Going from a list of elements to chemical formula

Question

I have a list of elemental compositions, each element in it's own row. Sometimes these elements have a zero.

   C H N O S
1  5 5 0 0 0
2  6 4 1 0 1
3  4 6 2 1 0

I need to combine them so that they read, e.g. C5H5, C6H4NS, C4H6N2O. This means that for any element of value "1" I should only take the column name, and for anything with value 0, the column should be skipped altogether.

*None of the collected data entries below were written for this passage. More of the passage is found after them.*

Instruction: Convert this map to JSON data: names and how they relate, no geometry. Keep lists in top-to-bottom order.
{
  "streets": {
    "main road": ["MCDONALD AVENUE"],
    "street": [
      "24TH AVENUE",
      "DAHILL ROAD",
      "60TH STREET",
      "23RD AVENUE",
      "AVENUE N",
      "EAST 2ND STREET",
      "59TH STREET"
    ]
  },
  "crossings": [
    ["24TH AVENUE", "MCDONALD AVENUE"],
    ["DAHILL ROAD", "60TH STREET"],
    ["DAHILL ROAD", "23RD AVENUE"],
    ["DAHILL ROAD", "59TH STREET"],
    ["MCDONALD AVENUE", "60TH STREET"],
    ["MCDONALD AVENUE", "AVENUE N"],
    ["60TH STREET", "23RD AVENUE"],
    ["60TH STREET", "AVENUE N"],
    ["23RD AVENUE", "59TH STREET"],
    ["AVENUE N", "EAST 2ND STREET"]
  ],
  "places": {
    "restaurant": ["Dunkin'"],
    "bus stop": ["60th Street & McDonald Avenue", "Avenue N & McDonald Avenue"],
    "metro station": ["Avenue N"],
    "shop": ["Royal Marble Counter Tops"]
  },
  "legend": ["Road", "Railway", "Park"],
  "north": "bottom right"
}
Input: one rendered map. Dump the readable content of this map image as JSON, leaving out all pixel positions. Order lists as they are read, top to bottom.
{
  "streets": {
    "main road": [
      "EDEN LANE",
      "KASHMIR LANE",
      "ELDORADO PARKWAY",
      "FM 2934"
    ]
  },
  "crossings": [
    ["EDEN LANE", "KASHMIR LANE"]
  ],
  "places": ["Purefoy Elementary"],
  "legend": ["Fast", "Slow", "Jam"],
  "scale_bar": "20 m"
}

I'm not really sure where to start here. I could add a new column to make it easier to read across the columns, e.g.

   c C h H n N o O s S
1  C 5 H 5 N 0 O 0 S 0
2  C 6 H 4 N 1 O 0 S 1
3  C 4 H 6 N 2 O 1 S 0

This way, I just need the output to be a single string, but I need to ignore any zero values, and drop the one after the element name.

bobbel · Accepted Answer · 2018-10-18T12:40:07.883

5

And here a base R solution:

df = read.table(text = "
C H N O S
5 5 0 0 0
6 4 1 0 1
4 6 2 1 0
", header=T)

apply(df, 1, function(x){return(gsub('1', '', paste0(colnames(df)[x > 0], x[x > 0], collapse='')))})
[1] "C5H5"    "C6H4NS"  "C4H6N2O"

paste0(colnames(df)[x > 0], x[x > 0], collapse='') pastes together the column names where the row values are bigger than zero. gsub then removes the ones. And apply does this for each row in the data frame.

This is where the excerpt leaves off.